Surely, there can be a great number of middle courses possible for the translator to choose from in addition to the two extreme categories. But whatever the course chosen by the translator, Nord’s theory ensures that it is clearly delineated to both the reader of the translation as well as the author of the ST. The parameters, depending on which the translator makes his or her decisions in the process of the translation no longer, remain hidden from the public or from the scholars assessing the translation. And thus, though the ‘functionalist’ translator is not completely exempted from the charge of being a ‘mercenary’ (in the sense that s/he can still choose the ‘skopos’ with financial gain in mind), s/he is at least partly exempted from the charge of being ‘arbitrary’.

Whether, the translator chooses to adopt a ‘domesticating’ or ‘foreignizing’ approach is a question of ideology, aesthetics, socio-cultural expectations etc. and is negotiated openly and clearly on the table between the client, the translator and the author of the ST. But function-plus-loyalty theory ensures that whatever is the approach, it is not an arbitrary one adopted according to the whims of the translator. In the present day situation, where inter-cultural translation is becoming the lifeline for many a culture under immense pressure from forces of Anglo-American globalization, this accountability of the translator to his client, the source culture and the target audience is essential beyond any doubt.

Works Cited

Honig, H.J (1998). “Position, power and practice: functionalist approaches to translation quality” Christina Shaffner (Ed) (1998), Translation and quality.
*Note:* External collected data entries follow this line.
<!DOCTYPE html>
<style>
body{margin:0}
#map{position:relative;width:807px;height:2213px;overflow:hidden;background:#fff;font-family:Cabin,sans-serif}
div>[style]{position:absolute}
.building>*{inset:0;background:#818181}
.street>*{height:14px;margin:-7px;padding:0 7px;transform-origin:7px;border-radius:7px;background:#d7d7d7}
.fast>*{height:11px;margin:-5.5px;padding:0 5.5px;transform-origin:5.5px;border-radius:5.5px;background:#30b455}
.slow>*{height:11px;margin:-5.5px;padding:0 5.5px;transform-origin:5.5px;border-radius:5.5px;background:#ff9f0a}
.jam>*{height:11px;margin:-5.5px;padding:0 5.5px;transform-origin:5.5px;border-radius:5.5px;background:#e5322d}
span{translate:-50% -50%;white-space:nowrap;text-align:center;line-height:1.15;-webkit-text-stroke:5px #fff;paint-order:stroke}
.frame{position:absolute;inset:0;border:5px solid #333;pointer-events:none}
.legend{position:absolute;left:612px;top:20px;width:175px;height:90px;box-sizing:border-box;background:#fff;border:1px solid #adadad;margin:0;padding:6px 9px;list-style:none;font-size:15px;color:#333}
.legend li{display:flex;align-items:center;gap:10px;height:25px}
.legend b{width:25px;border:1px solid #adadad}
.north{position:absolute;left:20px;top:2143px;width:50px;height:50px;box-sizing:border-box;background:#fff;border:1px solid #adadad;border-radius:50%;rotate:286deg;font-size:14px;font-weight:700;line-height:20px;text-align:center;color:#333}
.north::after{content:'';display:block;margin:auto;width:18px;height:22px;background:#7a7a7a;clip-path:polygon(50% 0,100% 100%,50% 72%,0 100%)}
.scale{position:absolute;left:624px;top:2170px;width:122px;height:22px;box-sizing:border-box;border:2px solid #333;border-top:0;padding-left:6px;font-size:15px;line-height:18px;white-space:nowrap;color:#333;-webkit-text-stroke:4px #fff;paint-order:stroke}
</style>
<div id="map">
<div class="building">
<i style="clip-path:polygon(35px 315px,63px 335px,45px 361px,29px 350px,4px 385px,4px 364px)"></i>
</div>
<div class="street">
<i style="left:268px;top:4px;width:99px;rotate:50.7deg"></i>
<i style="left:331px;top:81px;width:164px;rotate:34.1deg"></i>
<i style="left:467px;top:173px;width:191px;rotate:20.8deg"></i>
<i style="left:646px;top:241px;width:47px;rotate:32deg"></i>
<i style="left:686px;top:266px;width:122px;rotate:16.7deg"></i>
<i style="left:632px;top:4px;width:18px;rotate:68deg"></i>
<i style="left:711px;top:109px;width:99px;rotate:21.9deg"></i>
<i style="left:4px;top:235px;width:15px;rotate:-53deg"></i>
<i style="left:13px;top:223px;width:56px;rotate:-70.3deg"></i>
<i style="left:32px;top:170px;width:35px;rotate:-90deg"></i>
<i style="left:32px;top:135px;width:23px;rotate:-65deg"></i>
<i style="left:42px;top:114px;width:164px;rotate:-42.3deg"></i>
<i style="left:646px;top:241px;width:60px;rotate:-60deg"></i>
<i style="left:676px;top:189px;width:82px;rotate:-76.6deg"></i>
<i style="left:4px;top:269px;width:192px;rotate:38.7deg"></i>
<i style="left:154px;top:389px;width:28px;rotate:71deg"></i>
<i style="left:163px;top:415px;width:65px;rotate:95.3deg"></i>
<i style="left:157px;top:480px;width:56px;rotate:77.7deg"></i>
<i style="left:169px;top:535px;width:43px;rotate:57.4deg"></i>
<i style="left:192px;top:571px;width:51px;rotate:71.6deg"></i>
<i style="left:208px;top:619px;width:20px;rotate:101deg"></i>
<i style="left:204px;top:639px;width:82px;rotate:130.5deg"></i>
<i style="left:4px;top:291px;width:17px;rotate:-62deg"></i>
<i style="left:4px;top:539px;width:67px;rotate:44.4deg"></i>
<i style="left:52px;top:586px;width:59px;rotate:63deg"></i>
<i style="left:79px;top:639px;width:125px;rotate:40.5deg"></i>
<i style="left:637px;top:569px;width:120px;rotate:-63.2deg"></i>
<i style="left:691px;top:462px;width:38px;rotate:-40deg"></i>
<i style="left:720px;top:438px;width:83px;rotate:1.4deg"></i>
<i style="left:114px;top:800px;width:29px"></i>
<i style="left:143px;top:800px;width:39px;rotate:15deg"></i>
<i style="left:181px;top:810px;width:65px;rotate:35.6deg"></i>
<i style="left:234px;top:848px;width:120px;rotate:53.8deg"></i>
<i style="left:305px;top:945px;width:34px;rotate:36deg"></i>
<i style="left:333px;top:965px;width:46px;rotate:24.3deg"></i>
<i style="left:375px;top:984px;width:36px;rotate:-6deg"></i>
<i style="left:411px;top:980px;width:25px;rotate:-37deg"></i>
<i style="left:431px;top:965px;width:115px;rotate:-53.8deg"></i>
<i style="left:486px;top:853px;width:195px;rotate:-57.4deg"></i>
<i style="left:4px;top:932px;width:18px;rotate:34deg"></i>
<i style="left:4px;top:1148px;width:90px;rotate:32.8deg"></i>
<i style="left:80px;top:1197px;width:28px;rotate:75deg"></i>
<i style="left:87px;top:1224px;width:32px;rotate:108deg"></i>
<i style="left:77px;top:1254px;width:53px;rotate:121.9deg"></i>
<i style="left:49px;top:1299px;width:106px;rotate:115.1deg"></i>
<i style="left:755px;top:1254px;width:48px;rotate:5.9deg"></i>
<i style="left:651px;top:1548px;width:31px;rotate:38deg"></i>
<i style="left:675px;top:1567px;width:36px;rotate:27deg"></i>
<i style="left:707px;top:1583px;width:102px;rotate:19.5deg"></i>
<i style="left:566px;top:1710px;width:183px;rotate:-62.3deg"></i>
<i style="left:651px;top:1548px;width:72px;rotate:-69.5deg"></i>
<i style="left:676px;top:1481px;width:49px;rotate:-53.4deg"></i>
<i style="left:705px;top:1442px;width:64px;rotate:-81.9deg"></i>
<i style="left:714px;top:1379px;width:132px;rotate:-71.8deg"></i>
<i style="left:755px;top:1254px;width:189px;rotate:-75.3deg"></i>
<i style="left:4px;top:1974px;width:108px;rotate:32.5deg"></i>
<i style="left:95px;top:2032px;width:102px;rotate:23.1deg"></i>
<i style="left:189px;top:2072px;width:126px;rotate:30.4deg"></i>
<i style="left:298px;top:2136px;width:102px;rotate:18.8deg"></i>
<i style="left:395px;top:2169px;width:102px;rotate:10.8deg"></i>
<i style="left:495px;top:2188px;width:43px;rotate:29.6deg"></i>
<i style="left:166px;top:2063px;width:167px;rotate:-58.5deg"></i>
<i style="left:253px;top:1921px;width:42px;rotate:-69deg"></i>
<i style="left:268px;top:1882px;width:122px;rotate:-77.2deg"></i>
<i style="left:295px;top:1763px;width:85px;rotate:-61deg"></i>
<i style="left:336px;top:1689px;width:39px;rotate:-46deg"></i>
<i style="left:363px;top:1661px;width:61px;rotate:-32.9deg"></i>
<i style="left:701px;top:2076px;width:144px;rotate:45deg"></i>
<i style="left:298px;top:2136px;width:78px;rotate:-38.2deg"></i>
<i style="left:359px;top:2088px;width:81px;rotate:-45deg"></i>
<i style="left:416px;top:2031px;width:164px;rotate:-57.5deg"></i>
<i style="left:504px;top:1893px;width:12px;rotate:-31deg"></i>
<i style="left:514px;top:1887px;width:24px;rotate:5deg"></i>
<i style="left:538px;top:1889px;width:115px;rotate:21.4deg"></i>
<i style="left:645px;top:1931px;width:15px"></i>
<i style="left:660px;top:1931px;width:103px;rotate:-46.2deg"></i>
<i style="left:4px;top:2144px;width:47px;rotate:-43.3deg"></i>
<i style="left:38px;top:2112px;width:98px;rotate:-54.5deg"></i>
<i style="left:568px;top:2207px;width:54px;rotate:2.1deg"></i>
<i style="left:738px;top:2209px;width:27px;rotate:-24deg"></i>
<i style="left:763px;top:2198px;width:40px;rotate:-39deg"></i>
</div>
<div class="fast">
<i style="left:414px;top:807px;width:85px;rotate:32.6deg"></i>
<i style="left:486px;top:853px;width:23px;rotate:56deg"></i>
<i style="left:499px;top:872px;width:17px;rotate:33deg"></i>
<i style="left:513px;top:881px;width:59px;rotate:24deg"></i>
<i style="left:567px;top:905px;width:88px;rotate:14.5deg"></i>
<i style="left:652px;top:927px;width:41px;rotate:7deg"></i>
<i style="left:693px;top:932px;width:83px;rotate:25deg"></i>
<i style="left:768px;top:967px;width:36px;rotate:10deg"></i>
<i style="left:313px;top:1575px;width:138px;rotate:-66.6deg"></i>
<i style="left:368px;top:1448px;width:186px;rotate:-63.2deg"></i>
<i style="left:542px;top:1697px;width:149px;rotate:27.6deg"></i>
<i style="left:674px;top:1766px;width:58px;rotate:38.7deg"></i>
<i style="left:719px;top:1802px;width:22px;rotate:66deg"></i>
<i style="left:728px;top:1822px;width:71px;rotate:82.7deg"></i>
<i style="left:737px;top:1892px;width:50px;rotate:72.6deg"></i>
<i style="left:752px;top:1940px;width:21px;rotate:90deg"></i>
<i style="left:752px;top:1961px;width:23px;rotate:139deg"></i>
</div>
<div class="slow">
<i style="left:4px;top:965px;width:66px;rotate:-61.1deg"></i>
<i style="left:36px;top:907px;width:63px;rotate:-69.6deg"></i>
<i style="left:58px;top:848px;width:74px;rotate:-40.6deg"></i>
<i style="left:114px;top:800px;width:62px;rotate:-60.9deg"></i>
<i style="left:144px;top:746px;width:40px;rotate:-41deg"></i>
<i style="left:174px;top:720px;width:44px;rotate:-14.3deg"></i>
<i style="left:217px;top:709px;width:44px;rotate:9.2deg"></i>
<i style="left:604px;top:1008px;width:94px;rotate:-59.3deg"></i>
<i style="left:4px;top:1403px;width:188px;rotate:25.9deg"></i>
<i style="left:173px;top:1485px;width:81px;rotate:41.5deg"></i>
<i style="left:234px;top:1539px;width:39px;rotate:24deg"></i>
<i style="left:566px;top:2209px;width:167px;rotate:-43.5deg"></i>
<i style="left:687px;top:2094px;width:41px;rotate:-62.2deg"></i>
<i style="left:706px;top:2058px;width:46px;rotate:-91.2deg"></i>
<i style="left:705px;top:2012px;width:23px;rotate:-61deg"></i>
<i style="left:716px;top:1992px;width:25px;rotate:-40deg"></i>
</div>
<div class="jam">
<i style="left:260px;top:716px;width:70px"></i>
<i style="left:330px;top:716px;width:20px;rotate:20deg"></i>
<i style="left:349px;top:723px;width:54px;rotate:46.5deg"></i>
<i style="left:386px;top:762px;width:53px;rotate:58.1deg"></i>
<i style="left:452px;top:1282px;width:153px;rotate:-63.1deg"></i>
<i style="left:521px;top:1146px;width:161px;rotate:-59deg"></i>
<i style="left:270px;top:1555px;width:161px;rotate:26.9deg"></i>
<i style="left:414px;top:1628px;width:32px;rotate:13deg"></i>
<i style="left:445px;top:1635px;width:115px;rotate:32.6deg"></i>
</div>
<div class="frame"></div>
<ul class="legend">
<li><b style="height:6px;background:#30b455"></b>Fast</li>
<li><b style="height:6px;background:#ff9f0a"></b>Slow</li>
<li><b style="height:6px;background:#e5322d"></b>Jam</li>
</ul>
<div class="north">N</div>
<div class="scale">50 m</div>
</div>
Clevedon: Multilingualmatters.

Nord, C. (2003). Function and loyalty in Bible translation. In M. Calzada-Pérez (Ed.) Apropos of ideology (pp. 89-112). Manchester: St. Jerome.

Nord, C. (1991) Text Analysis in Translation. Amsterdam: Rodopi.
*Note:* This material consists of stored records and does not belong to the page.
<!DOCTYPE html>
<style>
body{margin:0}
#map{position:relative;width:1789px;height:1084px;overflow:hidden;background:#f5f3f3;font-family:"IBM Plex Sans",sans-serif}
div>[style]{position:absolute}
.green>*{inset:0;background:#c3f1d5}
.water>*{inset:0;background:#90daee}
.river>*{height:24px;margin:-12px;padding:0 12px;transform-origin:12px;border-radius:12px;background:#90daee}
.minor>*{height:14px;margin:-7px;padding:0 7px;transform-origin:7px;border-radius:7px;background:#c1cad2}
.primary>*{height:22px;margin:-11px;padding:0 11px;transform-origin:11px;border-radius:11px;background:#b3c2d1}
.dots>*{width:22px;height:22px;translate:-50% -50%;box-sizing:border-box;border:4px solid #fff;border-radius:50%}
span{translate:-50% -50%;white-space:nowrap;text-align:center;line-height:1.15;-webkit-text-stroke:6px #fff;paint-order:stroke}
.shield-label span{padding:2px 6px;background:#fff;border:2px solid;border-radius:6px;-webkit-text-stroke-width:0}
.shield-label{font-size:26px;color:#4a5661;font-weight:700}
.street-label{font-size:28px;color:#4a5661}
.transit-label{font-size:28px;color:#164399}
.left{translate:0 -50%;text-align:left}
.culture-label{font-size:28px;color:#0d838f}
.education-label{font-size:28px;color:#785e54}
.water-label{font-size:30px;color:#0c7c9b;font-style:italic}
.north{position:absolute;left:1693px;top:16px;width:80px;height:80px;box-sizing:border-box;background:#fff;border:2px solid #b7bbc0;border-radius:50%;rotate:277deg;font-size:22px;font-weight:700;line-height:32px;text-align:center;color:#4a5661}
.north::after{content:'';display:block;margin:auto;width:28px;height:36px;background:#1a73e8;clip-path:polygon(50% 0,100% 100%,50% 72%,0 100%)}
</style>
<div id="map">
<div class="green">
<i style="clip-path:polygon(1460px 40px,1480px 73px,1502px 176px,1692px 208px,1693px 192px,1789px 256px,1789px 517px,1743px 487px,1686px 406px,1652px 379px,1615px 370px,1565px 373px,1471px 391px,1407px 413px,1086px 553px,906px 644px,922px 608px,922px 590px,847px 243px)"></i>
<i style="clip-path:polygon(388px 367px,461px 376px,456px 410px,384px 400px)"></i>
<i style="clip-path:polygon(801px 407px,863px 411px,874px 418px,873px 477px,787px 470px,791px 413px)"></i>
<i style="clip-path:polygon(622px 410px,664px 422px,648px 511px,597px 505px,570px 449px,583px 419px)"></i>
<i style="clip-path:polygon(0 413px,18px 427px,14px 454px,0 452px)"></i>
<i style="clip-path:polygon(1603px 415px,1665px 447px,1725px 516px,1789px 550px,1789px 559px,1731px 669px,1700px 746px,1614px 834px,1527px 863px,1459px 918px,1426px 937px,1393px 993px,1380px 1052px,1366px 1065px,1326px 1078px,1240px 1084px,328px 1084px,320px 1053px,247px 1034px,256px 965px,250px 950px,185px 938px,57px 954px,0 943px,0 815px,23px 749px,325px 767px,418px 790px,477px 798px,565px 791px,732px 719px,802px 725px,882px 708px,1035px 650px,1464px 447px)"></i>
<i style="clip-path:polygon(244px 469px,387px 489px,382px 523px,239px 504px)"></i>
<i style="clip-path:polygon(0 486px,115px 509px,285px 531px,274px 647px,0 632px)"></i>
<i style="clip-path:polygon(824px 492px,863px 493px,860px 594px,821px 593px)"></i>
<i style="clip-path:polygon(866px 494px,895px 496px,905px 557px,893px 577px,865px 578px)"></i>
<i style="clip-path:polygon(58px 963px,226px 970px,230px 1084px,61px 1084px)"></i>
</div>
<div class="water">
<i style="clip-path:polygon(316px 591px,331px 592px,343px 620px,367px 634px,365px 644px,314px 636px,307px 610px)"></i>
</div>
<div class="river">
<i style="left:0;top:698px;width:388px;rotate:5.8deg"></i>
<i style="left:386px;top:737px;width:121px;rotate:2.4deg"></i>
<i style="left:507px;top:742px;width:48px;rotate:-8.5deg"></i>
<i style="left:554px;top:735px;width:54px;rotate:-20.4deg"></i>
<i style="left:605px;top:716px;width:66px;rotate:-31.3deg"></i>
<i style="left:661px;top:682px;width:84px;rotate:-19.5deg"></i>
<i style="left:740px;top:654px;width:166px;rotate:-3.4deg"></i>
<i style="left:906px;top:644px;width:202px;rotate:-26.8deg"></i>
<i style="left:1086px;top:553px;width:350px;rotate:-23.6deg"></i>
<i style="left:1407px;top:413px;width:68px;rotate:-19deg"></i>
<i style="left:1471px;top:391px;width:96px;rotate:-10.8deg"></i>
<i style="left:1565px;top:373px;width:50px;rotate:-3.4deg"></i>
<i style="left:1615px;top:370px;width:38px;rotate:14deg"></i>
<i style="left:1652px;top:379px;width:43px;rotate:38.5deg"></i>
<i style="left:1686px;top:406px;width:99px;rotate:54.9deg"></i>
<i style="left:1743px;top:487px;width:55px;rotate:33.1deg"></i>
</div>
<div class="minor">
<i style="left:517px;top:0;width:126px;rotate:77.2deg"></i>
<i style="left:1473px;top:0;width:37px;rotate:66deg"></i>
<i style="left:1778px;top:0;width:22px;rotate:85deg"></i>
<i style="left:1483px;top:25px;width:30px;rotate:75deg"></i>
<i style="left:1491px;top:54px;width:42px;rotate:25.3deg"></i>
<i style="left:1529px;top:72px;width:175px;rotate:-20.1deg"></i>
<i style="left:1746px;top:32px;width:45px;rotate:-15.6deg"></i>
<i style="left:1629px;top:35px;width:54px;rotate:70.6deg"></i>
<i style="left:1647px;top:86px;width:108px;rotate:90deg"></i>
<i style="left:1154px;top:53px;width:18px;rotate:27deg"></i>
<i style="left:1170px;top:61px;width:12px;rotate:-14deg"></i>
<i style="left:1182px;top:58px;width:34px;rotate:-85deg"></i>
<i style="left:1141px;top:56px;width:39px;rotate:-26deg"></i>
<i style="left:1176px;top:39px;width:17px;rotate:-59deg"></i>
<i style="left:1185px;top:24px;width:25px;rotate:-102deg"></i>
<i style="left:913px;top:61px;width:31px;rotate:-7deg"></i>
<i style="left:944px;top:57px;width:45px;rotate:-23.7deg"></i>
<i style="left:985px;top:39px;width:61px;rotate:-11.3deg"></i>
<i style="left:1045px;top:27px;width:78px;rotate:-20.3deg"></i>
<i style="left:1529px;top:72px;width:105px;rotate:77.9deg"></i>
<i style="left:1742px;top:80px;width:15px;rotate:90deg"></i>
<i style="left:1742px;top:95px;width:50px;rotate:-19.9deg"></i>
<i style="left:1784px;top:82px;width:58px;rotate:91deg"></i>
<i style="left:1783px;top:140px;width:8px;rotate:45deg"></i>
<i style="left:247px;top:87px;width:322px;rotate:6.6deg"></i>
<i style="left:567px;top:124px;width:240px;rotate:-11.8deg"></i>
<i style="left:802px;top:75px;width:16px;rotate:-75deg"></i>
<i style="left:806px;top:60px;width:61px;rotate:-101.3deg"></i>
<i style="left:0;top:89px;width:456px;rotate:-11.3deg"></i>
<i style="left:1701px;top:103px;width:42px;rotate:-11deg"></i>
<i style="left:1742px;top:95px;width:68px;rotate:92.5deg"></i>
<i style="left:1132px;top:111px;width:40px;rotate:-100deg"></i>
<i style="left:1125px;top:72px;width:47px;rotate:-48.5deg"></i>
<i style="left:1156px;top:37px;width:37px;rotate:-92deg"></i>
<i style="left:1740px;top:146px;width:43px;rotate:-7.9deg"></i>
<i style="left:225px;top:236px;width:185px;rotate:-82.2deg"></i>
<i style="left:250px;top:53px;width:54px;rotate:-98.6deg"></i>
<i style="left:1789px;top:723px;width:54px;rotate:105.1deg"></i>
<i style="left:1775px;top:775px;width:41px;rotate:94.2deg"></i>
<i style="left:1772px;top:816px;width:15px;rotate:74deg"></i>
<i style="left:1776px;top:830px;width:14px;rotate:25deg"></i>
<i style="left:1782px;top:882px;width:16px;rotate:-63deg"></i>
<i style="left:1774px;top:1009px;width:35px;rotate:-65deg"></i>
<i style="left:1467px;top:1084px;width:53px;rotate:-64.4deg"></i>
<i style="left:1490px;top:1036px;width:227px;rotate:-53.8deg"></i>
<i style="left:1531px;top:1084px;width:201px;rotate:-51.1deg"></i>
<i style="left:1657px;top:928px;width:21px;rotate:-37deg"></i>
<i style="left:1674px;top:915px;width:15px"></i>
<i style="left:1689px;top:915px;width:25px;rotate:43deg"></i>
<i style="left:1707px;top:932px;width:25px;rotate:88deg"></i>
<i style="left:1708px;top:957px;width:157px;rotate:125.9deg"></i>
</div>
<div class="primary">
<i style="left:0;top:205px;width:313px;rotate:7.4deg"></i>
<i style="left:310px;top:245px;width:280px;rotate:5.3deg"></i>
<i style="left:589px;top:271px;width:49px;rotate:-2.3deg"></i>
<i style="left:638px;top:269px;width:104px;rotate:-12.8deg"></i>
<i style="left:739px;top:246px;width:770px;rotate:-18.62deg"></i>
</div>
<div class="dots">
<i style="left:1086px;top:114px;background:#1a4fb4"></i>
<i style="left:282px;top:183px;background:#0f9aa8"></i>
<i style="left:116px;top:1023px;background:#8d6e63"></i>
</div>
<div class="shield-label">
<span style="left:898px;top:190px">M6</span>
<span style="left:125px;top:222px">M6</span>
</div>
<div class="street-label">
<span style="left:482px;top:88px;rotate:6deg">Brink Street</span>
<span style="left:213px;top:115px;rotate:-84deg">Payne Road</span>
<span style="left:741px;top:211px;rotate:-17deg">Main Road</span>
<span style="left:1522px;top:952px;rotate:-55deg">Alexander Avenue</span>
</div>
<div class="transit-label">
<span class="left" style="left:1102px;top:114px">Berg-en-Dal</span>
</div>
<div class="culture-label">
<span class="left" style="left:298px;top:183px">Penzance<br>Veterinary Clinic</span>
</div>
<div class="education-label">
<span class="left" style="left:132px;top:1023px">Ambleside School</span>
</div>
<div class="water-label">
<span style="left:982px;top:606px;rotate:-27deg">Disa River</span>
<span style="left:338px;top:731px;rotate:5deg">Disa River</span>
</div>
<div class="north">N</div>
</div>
Nord, C. (1997a). Translation as a Purposeful Activity. Manchester: St. Jerome.

Nord, C. (1997b). “A functional typology of translations.” Anna Trosborg (Ed) (1997). Text typology and translation. Amsterdam: John Benjamins, 43-66.

Schaffner, Christina (1998). “From ‘good’ to ‘functionally appropriate’: Assessing translation quality.” Christina Shaffner (Ed) (1998), Translation and quality. Clevedon: Multilingualmatters.

Vermeer, H. J. (2000). Skopos and commission in translational action (A. Chesterman, Trans.). In L. Venuti (Ed.) The translation studies reader (pp. 221-32). London: Routledge.

Venuti, Lawrence. (1995). The Translator’s Invisibility, A History of Translation. London: Routledge.